For high-availability configurations where the ZFS volumes are kept on shared storage, the zpools must be created independently of the mkfs.lustre command in order to be able to correctly prepare the zpools for use in a high-availability, failover environment.

ZFS Storage Pool Basics

ZFS separates storage volume definition from the file system specification, providing two separate tools to manage each. The zpool command is used to define the volumes and manages the physical storage assets, while the zfs command provides management of the ZFS file system datasets themselves.

A ZFS pool is comprised of one or more entities called Virtual Devices, or vdevs. There are two basic categories of vdev: physical and logical. A physical vdev can be a complete physical storage device such as a disk drive, a partition on a disk drive, or a file. For Lustre file systems, it is strongly recommended that whole disks are used, with no pre-defined partition table.

Logical vdevs are assemblies of physical vdevs, arranged into groups, usually for the purpose of providing additional storage redundancy. Logical vdevs include mirrors and RAIDZ data protection layouts. There can be many vdevs assigned per ZFS pool, and data is written in stripes across the vdevs in the pool.

The following examples illustrate how ZFS pools are created:

  • Simple stripe across two physical vdevs:
    zpool create tank sda sdb
    

    The result of this command is the creation of a pool named tank containing two physical vdevs, sda and sdb, in a stripe (equivalent to RAID 0).

  • Two-disk mirror:
    zpool create tank mirror sda sdb
    
  • Striped mirrors (equivalent to RAID 1+0):
    zpool create tank \
      mirror sda sdb \
      mirror sdc sdd \
      mirror sde sdf
    

    The above example has a single pool consisting of three mirrored vdevs. Data is striped across the three mirrors.
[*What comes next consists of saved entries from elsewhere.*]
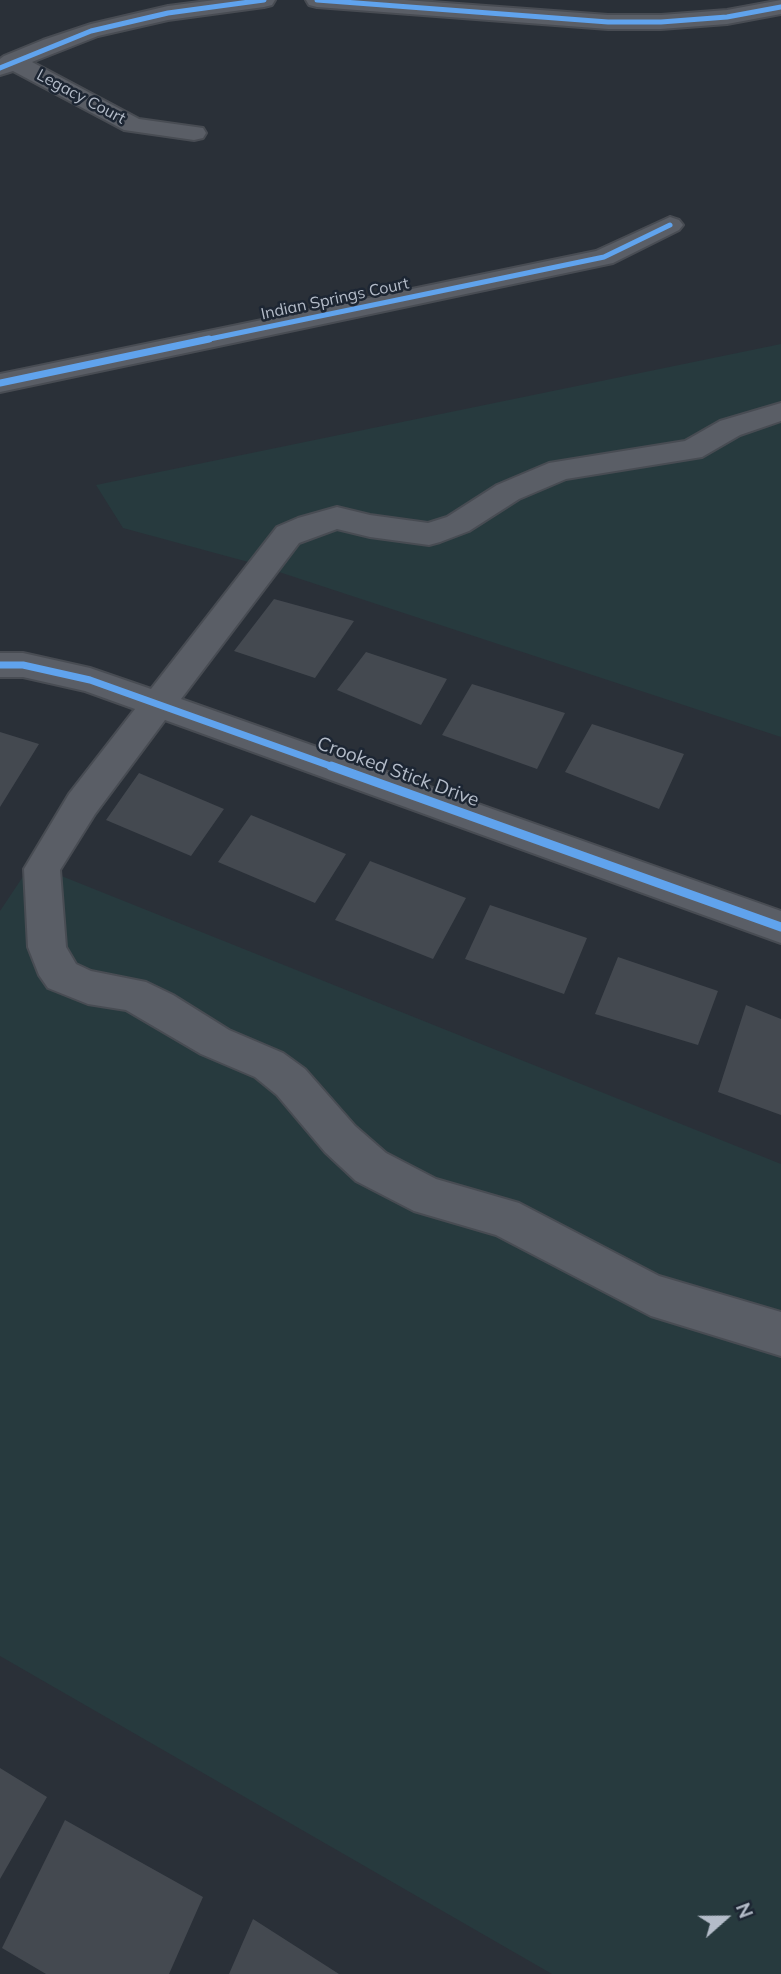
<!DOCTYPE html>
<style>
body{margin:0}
#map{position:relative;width:781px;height:1974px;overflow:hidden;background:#2a3038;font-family:Mulish,sans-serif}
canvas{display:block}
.north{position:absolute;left:690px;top:1883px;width:70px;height:70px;-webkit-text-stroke:5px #1d2633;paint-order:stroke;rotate:69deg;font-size:19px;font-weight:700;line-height:28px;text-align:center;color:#b4bcc9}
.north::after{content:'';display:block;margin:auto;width:24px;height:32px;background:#b4bcc9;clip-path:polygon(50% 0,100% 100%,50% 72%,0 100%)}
</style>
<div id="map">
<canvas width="781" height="1974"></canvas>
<div class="north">N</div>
</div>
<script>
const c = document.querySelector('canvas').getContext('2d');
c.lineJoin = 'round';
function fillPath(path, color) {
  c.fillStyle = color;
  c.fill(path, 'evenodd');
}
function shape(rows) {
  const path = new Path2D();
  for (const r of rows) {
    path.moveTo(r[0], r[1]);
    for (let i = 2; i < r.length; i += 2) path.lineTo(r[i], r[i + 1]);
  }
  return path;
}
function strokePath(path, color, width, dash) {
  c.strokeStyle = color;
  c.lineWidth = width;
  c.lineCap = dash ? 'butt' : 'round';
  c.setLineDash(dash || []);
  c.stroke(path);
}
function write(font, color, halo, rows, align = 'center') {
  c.font = font + ' Mulish,sans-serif';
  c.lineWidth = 5;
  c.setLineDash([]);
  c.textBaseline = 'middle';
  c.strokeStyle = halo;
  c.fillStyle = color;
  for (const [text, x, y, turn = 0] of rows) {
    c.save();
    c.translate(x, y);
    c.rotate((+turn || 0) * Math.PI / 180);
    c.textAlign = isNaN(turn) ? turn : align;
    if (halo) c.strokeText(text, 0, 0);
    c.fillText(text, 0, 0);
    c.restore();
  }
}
fillPath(shape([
 [781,344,781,737,276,571,54,873,781,1164,781,1974,552,1974,0,1656,0,911,34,860,252,563,123,528,96,485]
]), '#273a3e');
fillPath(shape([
 [274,599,354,621,315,678,234,651],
 [366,652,447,679,421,725,337,690],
 [472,684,565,713,537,769,442,735],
 [592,724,684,754,659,809,565,772],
 [0,732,39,744,0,807],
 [139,773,224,809,191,856,106,820],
 [251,815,346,854,315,903,218,862],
 [370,861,466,898,433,959,335,920],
 [490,905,587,938,564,994,465,959],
 [618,957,718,991,698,1045,595,1014],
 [746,1005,781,1019,781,1115,718,1092],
 [0,1768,47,1797,0,1879],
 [65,1820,203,1897,169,1974,46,1974,2,1948],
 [253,1919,339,1974,229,1974]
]), '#444950');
const minor = shape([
 [215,0,275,0,272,5,264,7,168,20,98,36,32,62,139,119,203,128,206,133,203,138,194,140,124,130,13,71,0,75,0,59,4,56,43,40,91,24,168,6,215,0],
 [306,0,405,0,608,15,661,15,727,10,781,0,781,14,727,24,661,29,608,29,317,7,309,5,306,0],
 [670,217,679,220,683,225,679,230,613,263,0,392,0,374,596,251,670,217],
 [781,403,781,421,740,435,702,457,566,479,519,499,469,531,440,542,429,545,370,537,337,529,299,543,181,699,781,911,781,943,165,720,95,814,60,870,66,947,76,964,91,971,146,982,173,995,229,1030,283,1053,305,1069,355,1126,386,1153,436,1179,519,1203,659,1276,781,1312,781,1356,651,1316,496,1235,414,1211,356,1181,325,1152,277,1095,255,1077,201,1054,126,1010,88,1004,48,988,39,975,28,947,24,869,69,794,135,709,85,691,23,677,0,677,0,653,23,653,90,668,151,689,277,527,298,518,337,507,370,515,428,523,447,517,497,485,549,463,685,441,720,421,781,403]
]);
strokePath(minor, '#484c53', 4);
fillPath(minor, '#5a5e66');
strokePath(shape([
 [317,0,608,22,661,22,727,17,781,7],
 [0,68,91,31,168,13,264,0],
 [200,341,604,257,670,225]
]), '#60a3ed', 5);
strokePath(shape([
 [0,383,209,339],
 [0,665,23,665,90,680,336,768]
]), '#60a3ed', 7);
strokePath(shape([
 [331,766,781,927]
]), '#60a3ed', 9);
write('16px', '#b4bcc9', '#1d2633', [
 ["Legacy Court",81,97,28],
 ["Indian Springs Court",335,299,-12]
]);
write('19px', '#b4bcc9', '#1d2633', [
 ["Crooked Stick Drive",398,772,20]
]);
</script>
  • Pool with single RAIDZ2 vdev (equivalent to RAID 6):
    zpool create tank raidz2 sda sdb sdc sdd sde sdf
    
  • Pool with two RAIDZ2 vdevs (equivalent to RAID 6+0):
    zpool create tank \
      raidz2 sda sdb sdc sdd sde sdf \
      raidz2 sdg sdh sdi sdj sdk sdl
    

    Note: In order to simplify the presentation of commands, the examples use the shortened block device name (i.e. sdN), which is not guaranteed to refer to the same physical device on each server boot or when the server configuration is altered. The short block device path is therefore not recommended for use in production. When defining the storage pools, use a persistent device path, such as /dev/disk/by-id/<name> or some other reliable convention that ensures that the device file will always refer to the same physical device.

    Formatting a ZFS OSD using only the mkfs.lustre command

    The basic syntax for creating a ZFS-based OSD using only the mkfs.lustre command is:

    mkfs.lustre --mgs | --mdt | --ost \
      [--reformat] \
      [ --fsname <name> ] \
      [ --index <n> ] \
      [ --mgsnode <MGS NID> [--mgsnode <MGS NID> …]] \
      [ --servicenode <NID> [--servicenode <NID> …]] \
      [ --failnode <NID> [--failnode <NID> …]] \
      --backfstype=zfs \
      [ --mkfsoptions <options> ] \
      <pool name>/<dataset> \
      <zpool specification>
    

    The servicenode and failnode command-line options are used to identify the NIDs of the hosts that are able to run the Lustre service in a high-availability configuration. The options servicenode and failnode are mutually incompatible: choose one or the other when defining the HA failover hosts that are expected to provide the Lustre service.

    The servicenode syntax defines all of the NIDs of all of the hosts that will be able to run the Lustre service. All of the hosts must be referenced, including the host that is expected to be the preferred primary for running the service (this is usually the host where the format command is running).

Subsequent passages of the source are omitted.